* Source information:
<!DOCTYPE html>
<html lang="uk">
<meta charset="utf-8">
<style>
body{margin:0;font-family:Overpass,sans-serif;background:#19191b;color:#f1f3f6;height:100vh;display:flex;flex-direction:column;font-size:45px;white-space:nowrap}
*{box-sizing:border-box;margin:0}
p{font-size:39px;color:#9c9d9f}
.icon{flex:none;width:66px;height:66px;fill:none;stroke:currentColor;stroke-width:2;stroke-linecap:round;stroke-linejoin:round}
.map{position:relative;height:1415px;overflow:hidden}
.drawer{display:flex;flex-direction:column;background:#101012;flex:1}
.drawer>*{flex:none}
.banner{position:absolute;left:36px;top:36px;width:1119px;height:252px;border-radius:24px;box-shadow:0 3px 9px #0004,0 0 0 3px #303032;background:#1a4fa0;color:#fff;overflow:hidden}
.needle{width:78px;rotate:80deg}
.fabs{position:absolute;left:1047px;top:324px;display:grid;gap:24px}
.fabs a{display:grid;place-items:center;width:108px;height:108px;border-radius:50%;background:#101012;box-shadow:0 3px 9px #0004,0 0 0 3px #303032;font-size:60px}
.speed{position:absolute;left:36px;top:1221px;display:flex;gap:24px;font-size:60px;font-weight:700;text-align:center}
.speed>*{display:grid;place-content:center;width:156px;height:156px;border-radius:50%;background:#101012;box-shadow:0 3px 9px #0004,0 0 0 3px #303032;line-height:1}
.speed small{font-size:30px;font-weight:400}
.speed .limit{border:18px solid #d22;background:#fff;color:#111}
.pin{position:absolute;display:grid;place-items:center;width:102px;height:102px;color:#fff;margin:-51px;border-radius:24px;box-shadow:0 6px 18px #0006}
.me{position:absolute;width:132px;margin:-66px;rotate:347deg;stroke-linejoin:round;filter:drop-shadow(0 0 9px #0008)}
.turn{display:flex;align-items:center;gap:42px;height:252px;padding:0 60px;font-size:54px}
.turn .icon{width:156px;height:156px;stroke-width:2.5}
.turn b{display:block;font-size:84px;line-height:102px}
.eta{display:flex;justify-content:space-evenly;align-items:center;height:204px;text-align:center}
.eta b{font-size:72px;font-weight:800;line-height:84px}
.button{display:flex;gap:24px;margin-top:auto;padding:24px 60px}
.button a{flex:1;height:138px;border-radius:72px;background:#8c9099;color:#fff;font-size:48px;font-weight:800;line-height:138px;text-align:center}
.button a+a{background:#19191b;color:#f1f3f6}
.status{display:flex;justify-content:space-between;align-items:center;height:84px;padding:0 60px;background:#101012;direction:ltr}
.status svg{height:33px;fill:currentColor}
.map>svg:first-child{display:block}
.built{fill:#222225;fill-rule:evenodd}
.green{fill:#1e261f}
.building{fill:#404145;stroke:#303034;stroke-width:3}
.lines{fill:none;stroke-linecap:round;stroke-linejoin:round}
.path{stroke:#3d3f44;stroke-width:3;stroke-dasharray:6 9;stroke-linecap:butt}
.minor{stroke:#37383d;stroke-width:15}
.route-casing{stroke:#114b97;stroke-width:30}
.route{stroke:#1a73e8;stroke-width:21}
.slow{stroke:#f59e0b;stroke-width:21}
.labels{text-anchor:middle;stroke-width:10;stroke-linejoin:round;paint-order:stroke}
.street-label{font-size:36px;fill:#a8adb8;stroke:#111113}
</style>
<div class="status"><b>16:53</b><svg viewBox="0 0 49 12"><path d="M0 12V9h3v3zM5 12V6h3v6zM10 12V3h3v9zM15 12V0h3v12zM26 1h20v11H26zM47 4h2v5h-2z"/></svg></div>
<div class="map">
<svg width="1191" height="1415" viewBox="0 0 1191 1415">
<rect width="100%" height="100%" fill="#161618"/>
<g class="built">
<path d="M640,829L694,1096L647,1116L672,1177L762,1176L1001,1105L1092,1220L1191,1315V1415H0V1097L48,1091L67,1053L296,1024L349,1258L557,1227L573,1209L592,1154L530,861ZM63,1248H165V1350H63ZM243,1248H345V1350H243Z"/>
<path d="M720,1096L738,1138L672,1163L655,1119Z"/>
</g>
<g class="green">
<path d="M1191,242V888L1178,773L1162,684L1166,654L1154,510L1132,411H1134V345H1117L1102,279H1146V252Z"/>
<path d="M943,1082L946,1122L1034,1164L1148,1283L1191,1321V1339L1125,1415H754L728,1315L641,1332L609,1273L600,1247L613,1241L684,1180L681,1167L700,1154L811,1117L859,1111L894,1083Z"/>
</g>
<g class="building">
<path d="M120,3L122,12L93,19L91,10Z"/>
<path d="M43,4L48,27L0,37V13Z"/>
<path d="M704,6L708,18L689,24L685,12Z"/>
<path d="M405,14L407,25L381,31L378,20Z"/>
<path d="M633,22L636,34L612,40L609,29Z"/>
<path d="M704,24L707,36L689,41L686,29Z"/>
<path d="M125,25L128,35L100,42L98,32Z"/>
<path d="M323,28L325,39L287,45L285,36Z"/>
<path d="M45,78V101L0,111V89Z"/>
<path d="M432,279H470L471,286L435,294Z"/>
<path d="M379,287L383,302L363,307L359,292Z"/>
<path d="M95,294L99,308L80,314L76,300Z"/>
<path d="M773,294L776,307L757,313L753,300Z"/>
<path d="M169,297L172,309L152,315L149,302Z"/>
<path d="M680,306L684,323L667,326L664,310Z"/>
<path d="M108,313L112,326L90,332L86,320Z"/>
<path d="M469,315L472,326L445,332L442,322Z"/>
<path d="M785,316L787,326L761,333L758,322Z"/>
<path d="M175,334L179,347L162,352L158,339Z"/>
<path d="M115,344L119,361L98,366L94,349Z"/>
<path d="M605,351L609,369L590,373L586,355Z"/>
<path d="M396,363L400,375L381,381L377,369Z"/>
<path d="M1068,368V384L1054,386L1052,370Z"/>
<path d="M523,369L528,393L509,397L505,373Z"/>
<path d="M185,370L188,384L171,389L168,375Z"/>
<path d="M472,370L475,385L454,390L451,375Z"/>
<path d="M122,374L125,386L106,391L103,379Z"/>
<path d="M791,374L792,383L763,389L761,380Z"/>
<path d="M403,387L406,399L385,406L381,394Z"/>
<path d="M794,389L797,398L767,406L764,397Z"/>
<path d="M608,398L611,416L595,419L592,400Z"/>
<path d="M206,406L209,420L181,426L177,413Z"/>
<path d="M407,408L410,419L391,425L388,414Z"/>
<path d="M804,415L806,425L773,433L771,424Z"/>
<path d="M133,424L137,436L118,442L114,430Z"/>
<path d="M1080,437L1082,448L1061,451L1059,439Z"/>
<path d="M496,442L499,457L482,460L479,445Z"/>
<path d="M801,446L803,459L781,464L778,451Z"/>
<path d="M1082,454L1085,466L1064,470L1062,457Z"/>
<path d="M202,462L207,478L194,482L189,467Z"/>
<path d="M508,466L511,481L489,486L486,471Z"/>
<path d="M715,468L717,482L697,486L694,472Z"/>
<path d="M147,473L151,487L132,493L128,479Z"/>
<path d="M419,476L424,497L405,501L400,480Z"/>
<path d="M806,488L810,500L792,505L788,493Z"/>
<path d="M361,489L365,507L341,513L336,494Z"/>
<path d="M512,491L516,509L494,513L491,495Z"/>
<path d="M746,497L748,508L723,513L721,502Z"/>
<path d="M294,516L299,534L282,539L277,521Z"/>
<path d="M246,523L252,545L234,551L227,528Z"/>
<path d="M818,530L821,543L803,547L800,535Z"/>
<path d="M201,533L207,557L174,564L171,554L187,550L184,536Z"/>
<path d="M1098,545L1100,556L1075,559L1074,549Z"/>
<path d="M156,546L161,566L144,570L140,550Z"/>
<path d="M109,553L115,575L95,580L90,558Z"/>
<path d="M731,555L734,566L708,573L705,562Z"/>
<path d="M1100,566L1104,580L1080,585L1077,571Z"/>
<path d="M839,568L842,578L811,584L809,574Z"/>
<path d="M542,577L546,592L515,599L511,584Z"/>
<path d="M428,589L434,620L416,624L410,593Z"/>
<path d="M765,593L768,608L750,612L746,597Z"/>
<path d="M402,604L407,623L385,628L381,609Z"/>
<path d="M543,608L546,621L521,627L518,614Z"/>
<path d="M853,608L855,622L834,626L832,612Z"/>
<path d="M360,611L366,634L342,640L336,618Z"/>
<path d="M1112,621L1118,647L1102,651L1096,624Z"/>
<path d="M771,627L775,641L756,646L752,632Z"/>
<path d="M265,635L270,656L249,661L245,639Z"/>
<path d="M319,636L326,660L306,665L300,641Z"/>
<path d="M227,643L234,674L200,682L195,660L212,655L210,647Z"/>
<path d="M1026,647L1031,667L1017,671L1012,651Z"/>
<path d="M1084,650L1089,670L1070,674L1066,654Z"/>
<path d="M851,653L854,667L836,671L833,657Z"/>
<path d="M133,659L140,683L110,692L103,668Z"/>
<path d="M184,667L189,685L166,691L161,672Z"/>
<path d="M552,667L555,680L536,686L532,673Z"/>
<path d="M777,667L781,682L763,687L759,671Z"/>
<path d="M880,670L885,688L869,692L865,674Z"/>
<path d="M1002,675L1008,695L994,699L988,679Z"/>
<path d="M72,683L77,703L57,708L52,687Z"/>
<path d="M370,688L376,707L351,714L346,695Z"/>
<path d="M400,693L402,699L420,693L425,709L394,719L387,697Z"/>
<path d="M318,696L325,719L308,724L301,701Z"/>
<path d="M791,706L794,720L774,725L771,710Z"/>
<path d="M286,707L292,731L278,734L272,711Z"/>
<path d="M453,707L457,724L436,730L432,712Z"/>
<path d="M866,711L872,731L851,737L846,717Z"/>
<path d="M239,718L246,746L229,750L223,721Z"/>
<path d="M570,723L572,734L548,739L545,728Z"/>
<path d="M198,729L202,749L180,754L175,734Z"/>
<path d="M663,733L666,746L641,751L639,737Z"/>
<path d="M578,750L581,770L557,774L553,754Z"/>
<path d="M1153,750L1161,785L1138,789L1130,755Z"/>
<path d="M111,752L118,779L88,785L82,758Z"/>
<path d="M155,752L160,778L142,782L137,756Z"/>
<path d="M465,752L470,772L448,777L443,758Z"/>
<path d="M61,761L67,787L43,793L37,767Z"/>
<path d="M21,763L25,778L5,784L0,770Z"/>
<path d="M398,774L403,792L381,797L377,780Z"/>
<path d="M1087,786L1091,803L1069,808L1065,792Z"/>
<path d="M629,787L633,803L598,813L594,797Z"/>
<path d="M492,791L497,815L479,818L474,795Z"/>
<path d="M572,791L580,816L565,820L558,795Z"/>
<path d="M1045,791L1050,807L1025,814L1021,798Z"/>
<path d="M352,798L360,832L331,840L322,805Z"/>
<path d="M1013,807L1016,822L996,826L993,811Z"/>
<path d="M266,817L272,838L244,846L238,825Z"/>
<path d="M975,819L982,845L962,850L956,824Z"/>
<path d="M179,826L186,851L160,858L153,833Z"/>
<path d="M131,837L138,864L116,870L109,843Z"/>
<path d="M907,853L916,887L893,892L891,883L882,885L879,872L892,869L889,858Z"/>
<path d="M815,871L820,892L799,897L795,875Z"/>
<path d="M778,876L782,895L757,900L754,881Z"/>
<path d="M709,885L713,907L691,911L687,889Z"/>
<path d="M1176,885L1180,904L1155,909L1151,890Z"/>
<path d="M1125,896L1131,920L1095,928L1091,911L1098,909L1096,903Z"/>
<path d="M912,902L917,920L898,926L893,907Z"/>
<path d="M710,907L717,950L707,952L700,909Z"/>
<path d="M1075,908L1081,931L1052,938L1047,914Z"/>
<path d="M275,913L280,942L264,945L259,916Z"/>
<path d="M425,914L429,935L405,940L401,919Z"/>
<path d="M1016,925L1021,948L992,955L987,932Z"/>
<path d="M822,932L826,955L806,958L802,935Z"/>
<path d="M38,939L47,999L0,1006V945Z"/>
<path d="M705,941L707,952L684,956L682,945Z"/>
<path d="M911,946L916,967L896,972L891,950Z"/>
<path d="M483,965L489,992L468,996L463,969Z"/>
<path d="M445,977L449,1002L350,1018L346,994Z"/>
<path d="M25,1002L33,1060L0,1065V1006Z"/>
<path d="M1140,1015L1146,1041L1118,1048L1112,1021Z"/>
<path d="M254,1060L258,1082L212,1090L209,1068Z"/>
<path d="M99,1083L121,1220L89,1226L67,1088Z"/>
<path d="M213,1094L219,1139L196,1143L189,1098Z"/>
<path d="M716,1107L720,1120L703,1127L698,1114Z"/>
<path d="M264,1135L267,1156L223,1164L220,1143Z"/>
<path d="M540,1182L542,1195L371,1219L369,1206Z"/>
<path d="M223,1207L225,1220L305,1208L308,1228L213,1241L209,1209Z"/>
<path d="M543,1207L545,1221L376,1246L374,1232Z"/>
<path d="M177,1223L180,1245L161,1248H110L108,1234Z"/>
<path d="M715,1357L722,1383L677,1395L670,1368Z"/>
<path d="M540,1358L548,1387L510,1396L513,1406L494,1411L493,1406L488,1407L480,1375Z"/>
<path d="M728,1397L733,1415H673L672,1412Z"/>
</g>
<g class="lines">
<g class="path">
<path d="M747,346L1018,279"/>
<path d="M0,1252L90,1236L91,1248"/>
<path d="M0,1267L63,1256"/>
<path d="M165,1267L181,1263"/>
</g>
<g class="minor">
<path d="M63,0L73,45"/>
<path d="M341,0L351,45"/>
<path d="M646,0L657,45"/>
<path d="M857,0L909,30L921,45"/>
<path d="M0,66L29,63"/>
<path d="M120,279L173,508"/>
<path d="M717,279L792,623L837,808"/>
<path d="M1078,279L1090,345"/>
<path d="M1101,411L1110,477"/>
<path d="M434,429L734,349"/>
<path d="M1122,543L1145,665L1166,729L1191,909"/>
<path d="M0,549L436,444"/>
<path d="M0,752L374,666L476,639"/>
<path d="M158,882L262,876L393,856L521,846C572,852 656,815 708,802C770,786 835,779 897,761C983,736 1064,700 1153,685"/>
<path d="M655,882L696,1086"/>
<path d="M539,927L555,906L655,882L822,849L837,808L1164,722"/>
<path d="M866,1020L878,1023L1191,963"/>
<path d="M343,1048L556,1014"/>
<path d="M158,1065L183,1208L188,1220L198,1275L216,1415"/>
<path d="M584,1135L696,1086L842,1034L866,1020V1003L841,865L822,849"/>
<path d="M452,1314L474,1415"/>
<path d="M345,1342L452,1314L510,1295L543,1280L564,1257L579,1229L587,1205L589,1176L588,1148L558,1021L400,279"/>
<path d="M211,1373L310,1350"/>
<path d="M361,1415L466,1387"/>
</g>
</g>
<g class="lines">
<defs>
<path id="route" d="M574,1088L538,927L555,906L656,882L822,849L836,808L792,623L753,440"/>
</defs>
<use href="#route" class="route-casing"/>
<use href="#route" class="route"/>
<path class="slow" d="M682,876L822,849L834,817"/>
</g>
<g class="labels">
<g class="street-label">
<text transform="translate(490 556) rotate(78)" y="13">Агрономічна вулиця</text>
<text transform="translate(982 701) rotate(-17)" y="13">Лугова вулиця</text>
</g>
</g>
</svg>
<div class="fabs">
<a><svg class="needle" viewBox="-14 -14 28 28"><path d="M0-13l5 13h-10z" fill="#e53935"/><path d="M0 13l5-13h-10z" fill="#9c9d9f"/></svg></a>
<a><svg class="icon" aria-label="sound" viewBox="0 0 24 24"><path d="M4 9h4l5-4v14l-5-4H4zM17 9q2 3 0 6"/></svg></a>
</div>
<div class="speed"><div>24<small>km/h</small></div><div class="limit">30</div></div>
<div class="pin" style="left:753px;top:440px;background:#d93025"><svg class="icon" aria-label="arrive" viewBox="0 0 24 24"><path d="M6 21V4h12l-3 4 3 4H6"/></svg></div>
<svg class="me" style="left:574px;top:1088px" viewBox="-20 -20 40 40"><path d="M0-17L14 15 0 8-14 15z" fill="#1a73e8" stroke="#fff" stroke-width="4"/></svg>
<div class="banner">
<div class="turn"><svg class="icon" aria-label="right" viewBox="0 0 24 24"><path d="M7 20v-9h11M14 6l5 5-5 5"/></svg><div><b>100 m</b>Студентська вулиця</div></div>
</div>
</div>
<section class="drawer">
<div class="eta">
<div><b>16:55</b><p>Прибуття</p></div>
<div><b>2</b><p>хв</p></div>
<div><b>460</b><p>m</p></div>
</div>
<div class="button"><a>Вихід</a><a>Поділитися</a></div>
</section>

* Work task: The answer must consist of every line from the data that holds the string "column".

* Exercise solution:
body{margin:0;font-family:Overpass,sans-serif;background:#19191b;color:#f1f3f6;height:100vh;display:flex;flex-direction:column;font-size:45px;white-space:nowrap}
.drawer{display:flex;flex-direction:column;background:#101012;flex:1}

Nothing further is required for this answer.